Purple Hibiscus

Adichie Chimamanda Ngozi. Purple Hibiscus. Algonquin Books of Chapel Hill. ed., 2012.

En racontant l'adolescence d'une jeune nigériane dans une famille rigoriste, Chimamanda Ngozi Adichie publie un roman de formation. Le contexte postcolonial d'Enugu lui permet d'aborder différents thèmes politiques et sociaux.

Ecrit alors qu'elle termine ses études aux Etats-Unis, le premier roman de Chimamanda Ngozi Adichie porte un regard critique sur la société nigériane, plus précisément sur sa composante la plus prospère. Cependant ses personnages manquent parfois de souplesse ce qui rend les situations caricaturales, voire stéréotypées. Dans Americanah, écrit une dizaine d'années plus tard, les protagonistes ont une épaisseur qui les rend plus crédibles. Cette faiblesse pourrait occulter la réalité d'une Afrique qui doit se construire à l'intersection de deux cultures.

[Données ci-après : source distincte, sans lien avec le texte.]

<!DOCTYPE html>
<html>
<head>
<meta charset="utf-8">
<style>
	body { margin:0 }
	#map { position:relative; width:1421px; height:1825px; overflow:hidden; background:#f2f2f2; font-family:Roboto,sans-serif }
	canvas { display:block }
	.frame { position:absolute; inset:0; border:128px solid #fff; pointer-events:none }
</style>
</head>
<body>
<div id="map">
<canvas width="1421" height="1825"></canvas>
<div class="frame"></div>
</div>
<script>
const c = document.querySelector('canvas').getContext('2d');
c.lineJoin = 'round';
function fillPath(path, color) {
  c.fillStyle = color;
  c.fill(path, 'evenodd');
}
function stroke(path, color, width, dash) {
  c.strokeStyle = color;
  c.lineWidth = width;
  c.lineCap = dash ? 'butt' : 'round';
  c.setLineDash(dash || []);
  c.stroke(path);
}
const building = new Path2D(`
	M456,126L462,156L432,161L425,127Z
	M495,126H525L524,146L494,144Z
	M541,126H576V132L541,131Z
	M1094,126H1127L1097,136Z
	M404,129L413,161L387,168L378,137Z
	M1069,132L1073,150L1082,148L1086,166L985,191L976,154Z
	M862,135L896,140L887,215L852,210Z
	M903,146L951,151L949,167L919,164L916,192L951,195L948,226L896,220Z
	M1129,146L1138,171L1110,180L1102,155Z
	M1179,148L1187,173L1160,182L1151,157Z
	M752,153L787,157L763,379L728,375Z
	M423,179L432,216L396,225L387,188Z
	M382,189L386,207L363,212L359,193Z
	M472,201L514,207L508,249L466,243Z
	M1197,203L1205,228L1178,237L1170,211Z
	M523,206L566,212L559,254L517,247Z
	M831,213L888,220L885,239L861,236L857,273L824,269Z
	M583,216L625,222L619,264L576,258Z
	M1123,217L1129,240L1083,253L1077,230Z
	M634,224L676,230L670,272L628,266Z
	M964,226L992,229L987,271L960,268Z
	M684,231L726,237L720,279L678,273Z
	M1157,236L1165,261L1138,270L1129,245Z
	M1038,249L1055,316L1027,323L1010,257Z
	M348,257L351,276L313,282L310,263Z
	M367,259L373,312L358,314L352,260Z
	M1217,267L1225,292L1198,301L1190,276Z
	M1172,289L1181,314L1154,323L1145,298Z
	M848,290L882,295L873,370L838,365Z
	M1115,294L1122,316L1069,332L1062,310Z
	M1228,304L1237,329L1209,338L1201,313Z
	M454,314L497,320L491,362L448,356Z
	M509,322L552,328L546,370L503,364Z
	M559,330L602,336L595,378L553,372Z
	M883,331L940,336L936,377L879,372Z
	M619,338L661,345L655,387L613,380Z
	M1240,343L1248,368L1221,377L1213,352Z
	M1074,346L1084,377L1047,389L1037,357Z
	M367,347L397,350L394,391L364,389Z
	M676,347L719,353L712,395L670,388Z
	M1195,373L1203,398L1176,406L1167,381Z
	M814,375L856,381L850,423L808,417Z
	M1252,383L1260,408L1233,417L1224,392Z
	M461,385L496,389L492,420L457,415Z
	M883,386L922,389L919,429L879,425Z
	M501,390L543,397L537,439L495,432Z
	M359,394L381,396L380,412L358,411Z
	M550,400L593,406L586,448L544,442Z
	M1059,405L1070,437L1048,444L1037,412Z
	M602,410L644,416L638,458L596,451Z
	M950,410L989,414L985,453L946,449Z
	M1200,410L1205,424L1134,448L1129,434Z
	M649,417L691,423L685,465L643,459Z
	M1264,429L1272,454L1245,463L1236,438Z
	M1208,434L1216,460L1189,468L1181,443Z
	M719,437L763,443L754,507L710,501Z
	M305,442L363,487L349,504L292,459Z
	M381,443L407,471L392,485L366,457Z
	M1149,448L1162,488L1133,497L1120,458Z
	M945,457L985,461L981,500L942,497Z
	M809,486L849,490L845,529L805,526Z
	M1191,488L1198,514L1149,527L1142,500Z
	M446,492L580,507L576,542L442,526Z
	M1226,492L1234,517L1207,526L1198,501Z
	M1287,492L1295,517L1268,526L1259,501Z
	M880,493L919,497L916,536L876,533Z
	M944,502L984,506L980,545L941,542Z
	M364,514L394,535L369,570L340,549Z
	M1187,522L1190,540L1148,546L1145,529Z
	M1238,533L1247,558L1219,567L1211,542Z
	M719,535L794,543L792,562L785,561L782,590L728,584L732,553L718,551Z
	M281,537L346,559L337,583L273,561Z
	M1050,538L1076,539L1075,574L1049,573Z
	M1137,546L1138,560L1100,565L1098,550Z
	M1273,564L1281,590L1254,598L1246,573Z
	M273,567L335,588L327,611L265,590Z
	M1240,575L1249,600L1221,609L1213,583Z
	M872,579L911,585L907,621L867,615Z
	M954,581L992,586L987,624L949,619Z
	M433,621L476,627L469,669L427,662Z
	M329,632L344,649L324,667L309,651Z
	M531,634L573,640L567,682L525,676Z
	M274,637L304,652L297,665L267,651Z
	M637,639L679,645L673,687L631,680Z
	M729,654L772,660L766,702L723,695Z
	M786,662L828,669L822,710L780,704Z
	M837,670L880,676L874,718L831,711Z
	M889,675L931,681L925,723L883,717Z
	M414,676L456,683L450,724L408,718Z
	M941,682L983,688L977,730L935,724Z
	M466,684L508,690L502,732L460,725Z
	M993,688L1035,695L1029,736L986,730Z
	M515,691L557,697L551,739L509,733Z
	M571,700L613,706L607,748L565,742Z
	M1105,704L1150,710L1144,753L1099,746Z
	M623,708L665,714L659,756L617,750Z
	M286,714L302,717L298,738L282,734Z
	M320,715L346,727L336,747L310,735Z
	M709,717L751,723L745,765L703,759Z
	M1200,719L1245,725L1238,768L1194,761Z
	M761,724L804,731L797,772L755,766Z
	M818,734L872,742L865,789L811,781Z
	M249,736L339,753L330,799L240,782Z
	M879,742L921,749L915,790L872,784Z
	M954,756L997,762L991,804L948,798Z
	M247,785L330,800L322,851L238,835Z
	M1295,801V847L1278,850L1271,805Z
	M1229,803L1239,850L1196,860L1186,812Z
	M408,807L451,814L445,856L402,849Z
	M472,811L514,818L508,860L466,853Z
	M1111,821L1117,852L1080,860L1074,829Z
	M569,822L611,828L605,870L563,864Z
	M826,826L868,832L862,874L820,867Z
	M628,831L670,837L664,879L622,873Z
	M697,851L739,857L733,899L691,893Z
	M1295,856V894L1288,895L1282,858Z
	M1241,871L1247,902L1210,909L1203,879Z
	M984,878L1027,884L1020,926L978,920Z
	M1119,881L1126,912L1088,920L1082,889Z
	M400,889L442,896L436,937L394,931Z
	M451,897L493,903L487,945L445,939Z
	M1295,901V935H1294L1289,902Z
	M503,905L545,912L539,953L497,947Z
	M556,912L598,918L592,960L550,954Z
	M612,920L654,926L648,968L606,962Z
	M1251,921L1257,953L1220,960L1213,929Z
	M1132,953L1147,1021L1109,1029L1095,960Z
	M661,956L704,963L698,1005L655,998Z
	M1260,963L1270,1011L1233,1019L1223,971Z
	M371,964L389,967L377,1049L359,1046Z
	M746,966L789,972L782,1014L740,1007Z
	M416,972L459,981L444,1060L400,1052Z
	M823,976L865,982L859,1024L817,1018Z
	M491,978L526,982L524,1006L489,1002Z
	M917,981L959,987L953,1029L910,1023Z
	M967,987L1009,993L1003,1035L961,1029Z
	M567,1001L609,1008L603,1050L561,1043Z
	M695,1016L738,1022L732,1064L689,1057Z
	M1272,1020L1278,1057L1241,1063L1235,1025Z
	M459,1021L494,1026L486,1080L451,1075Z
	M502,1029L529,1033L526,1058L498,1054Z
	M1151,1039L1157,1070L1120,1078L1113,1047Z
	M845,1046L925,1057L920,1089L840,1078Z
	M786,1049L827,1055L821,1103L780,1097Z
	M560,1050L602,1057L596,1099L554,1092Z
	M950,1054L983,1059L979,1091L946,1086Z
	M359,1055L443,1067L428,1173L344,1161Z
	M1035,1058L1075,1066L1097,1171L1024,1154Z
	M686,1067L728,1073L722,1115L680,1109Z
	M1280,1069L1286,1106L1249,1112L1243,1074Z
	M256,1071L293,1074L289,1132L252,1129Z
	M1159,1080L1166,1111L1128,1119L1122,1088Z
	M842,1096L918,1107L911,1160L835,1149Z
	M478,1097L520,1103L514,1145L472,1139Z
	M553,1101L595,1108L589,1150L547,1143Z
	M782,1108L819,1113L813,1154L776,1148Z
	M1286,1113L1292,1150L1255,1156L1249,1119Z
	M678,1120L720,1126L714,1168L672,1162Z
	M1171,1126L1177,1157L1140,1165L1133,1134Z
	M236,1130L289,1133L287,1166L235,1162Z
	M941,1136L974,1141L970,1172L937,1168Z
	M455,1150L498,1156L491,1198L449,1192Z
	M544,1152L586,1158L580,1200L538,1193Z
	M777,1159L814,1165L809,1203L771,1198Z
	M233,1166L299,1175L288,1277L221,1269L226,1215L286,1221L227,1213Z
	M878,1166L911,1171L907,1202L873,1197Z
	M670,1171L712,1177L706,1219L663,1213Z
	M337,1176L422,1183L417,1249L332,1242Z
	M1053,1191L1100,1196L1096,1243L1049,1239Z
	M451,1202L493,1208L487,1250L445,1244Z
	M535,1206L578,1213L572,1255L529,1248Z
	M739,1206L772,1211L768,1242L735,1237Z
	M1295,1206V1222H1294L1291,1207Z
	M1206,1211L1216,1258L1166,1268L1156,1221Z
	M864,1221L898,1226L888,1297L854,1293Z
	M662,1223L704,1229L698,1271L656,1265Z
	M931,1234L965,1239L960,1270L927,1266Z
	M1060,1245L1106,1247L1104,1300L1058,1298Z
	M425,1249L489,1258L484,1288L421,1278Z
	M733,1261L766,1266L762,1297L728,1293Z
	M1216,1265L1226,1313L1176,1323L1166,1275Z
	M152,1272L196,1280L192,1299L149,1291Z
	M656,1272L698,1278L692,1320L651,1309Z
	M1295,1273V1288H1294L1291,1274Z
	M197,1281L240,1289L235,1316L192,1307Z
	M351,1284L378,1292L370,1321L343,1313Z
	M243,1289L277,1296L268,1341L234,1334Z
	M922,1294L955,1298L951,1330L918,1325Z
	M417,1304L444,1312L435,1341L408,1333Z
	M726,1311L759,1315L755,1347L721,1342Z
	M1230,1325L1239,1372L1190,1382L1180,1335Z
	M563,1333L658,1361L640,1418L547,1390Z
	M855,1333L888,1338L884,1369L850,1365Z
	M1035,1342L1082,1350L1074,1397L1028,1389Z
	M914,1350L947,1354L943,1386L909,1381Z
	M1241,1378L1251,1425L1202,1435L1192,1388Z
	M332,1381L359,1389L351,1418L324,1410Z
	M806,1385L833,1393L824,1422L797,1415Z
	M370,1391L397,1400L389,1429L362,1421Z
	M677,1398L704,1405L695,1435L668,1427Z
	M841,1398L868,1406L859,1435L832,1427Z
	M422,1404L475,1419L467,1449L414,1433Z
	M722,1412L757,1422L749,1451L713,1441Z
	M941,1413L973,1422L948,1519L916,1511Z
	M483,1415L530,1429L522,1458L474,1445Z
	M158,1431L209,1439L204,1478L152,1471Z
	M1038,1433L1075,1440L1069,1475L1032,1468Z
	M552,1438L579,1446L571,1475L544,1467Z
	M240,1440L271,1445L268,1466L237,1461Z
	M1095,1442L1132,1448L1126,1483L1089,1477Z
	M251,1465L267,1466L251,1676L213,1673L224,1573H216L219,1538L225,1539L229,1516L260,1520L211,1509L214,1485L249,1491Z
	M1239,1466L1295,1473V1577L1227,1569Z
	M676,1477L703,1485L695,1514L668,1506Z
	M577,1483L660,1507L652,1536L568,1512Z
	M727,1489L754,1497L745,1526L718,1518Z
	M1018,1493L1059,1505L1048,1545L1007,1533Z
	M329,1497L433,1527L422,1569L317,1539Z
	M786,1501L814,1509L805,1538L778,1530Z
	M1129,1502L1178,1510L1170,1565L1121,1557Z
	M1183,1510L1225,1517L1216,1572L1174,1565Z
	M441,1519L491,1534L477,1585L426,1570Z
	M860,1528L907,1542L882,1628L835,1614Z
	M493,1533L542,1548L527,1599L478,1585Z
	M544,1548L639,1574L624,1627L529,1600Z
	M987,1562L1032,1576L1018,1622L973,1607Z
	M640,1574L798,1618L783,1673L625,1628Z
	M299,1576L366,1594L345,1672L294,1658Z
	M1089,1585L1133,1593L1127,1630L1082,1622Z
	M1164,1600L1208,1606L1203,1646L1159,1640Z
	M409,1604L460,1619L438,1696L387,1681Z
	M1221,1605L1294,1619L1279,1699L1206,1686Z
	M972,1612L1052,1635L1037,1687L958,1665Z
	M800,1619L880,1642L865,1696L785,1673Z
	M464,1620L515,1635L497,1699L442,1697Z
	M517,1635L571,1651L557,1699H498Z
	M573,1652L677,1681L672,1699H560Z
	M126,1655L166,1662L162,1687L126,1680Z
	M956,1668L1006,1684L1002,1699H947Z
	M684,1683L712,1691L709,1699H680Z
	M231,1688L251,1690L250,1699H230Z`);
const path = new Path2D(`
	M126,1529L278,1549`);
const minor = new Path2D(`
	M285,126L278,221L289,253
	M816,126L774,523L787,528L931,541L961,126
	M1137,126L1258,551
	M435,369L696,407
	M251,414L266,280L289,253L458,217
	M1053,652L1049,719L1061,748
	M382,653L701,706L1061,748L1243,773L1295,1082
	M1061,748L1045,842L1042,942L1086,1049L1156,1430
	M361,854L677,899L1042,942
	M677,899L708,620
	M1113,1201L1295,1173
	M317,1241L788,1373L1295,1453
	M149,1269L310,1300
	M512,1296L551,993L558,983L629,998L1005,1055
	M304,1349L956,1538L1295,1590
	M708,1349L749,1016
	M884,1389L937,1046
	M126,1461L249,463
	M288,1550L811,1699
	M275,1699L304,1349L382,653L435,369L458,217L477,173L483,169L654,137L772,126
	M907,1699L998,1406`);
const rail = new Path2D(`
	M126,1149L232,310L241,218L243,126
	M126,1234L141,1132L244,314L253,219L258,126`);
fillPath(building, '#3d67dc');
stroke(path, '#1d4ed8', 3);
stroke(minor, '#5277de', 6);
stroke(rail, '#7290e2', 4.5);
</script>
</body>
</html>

He opened his eyes before many of our people did, Papa would say; he was one of the few who welcomed the missionaries. Do you know how quickly he learned English ? When he became an interpreter, do you know how many converts he helped win ? Why, he converted most of Abba himself !
He did things the right way, the way the white people did, not what our people do now !

p. 68

Adichie présente dans son livre les Etats-Unis comme une échappatoire aux impasses de la société nigériane, sans cacher qu'elle n'est accessible qu'au milieu privilégié auquel elle appartient.
La narratrice, Kambili, est une adolescente soumise à son père Eugene, un riche homme d'affaires empêtré dans ses contradictions. Elle, son frère Jaja et sa mère Beatrice subissent l'autorité tyrannique de cet homme, ses pressions psychologiques et ses sévices physiques.
Cet homme influent et sa sœur Ifeoma, enseignante à l'Université, sont issus d'une famille igbo. Leur père vit encore selon les coutumes ancestrales. Papa-Nnukwu s'est vu contraint de laisser ses enfants à l'éducation missionnaire. Pour Eugene, cette influence l'a complètement coupé de ses origines sociales et culturelles. Alors que sa sœur, en faisant une synthèse des deux cultures, s'émancipe de la société patriarcale tout en honorant la mémoire familiale. Veuve, elle éduque ses enfants en favorisant leur sens critique.
Le seul ancrage qui reste à Eugene est la villa ostentatoire qu'il a fait construire au village et qu'il visite une fois l'an. L'auteur décrit Eugene comme généreux, soutenant sans compter l'église et même une presse critique à l'action gouvernementale. Cette prodigalité dans un environnement corrompu fait partie des contradictions d'Eugene. Son emprise sur le noyau familial, liée à une conception occulte de la foi catholique n'en demeure pas moins problématique.

[Amadi] laughed and said he believed they could jump higher than they thought they could. And that they had just proved him right.
It was what Aunty Ifeoma did to my cousins, I realized then setting higher and higher jumps for them in the way she talked to them, in what she expected of them. She did it all the time believing they would scale the rod. And they did. It was different for Jaja and me. We did not scale the rod because we believed we could, we scaled it because we were terrified that we couldn't.

p. 226

Adichie revendique sa spécificité nigériane. Elle insère dans son texte de nombreux mots igbo, sans utiliser de lexique. Si le dénouement laisse espérer un avenir plus serein à Kambili, le roman paraît condamner le Nigeria. Aunty Ifeoma, porteuse des valeurs d'une démocratie moderne, doit pourtant s'exiler pour assurer la (bonne) éducation de ses enfants et pour éviter le dénuement qu'impliquerait son licenciement d'une institution muselée par le pouvoir dictatorial. Quant aux populations des régions plus reculées elles en sont réduites à se contenter des restes laissés par les plus riches. Elles n'ont aucune présence dans l'univers du roman.
L'autrice dénonce la violence de Papa, empêtré dans sa représentation du patriarcat : potentat domestique complètement soumis à un Dieu de colère. La candeur de Kambili la conduit à une forme d'indolence et la trame d'Achidie nous laisse dubitatif sur la capacité de son personnage à se saisir des nuages qui passent pour rebondir après les épreuves subies.